Bruce Parsons said, “There was a reason why we called Edith,’ Ma.’ She and Dave taught us about work ethics, global and environmental awareness,” and what it means to be a caring community: Although Edith was violently seasick – she always took trips on boats by lying on the floor of the boat as it crossed – she was the quintessential island presence. And she, too, was an incredibly hard worker and role model. Scott Stewart remembers, “In 1975 I was working for Edith during open-up, moving rocks from one side of the Island to the paths leading out to the John Smith monument. This was tiring work, and one afternoon, I was pleased to see rain coming, figuring this would allow me to get some rest from moving rocks.
“So the rains came, and in my best acting performance, I went up to Edith with tears in my eyes and told her I would not be able to move any more rocks that day because of the rain. She said, “this is great, because now you can go out in the rain and rock back and forth on the rocks and settle them nicely in the mud.” Which I proceeded to do, because when someone tells you to do something with that much joy in their voice, you know it must be the right thing to do.”
Dave showed up in the kitchen every single lobster night and stood there, making sure the steam worked – not a dinner where you wanted problems! When something was broken, he would appear, almost without being called. Nancy Meyer reports, “We used to joke, if you needed to see Dave all you had to do was stand on a chair to paint a ceiling or reach something high up. (We weren’t supposed to use chairs as ladders and he had an UNCANNY knack of showing up just as we were doing the thing we weren’t supposed to be doing.)”
They lived for a while in the Engineers Cottage, near the back door of the kitchen, and it wasn’t long before it became known as The Piersonage. Dave became known for his dry, humorous quips: “We started late, so we’d better end early,” and “Working hard, or hardly working?”
Scott Stewart said, “Dave is one of the great teachers I have ever been around. What made him great was his use of the word “oh”. Dave would come up to you when you were working on a project and ask you how it was going. He would intently listen, and if at any point you described something that didn’t sound right, Dave would simply say “oh”– which meant either that you were on the wrong track or that you should explain more. A soft “oh” meant you probably did something a little wrong, but the louder or more toned the “oh”, the more you were doing it wrong. And he would engage you, and sometimes you would convince him that what you were doing was right and sometimes he would gently lead you back in the direction of the correct fix. He rarely if ever lost his temper. He always could do a project faster and better than us. But he understood that if he taught us, together we could accomplish great things. And we did.”

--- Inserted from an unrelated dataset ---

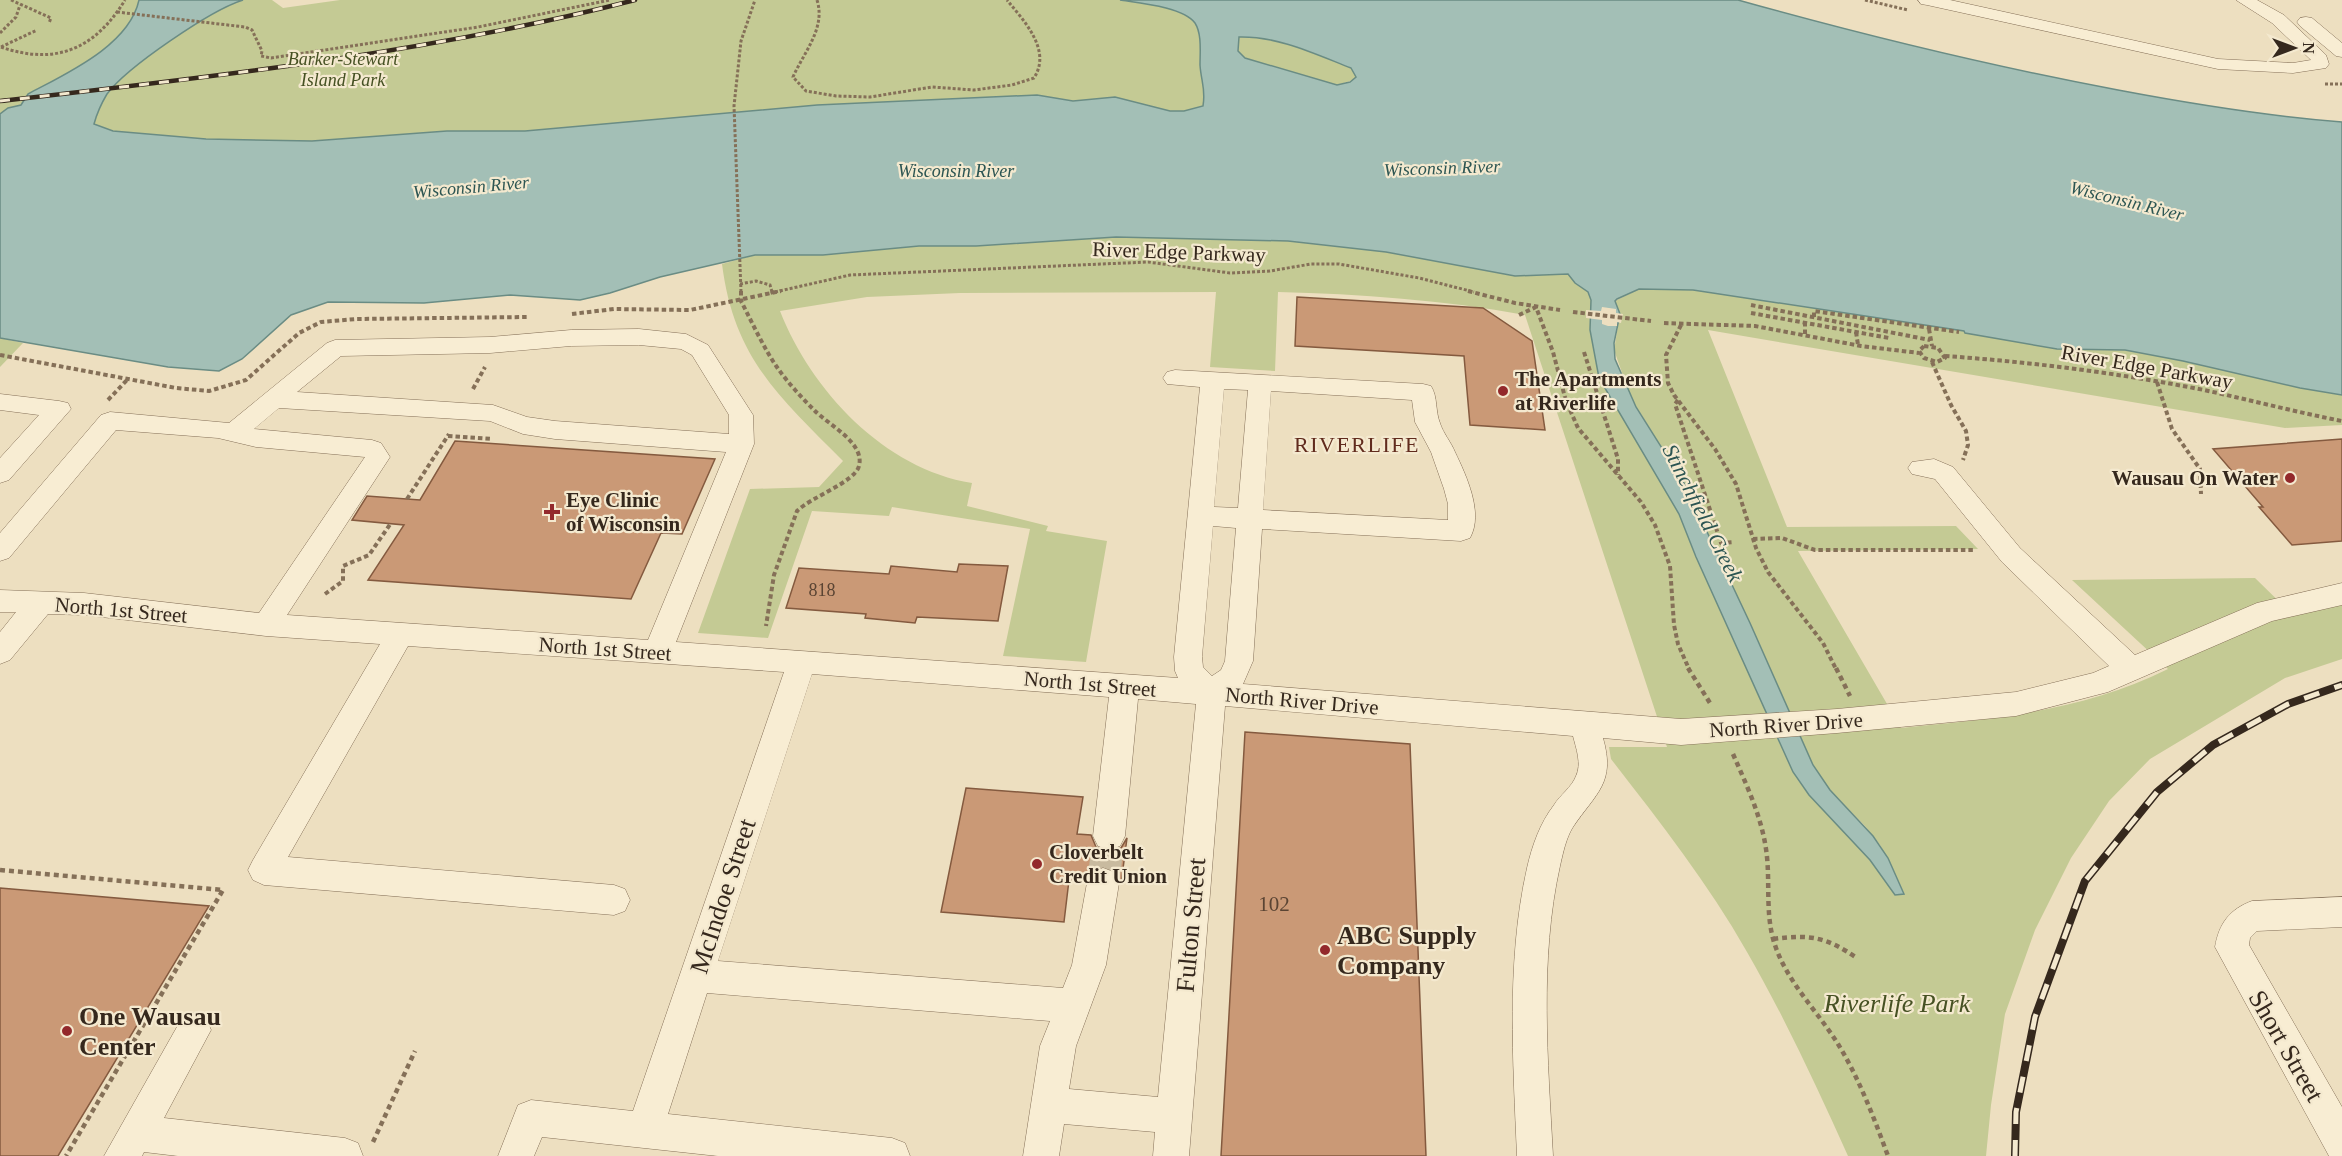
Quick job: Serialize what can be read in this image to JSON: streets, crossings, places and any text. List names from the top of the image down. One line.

Edith’s sense of social activism led her to pen “Star Island is our Spirit’s Home” so that the racist “Marching to Praetoria” words that ended every Pelican Show were replaced with something that fit more with Star Island’s values. She was a passionate advocate for justice and equality – which the Pelicans adored.
Both Dave and Edith were modern models of the fishermen and their wives who lived on the Shoals for centuries. Although they would receive occasional deliveries of their standard order — milk and broccoli — from the mainland during the winter, they gleaned what they could from the sea, walked the rocks and the closed buildings, and, accompanied by their dog, SmuttyToes, checked the neighboring islands to make sure that all was well. Their boat was the Sturgeon, and those Pelicans who were out on the water with Dave would sometimes hear the call between island and boat: “Sturgeon, Sturgeon, Sturgeon. This is Sturgeon on the island calling Sturgeon on the water.”
Carey Kasky summed them up this way: “Dave taught me about quiet leadership and how to set a good example. Edith taught me how to respect nature and find beauty in all that is.” They were, and are, island originals, and richly deserving of the Star island Corporation’s Maker of Light Award. Bravo!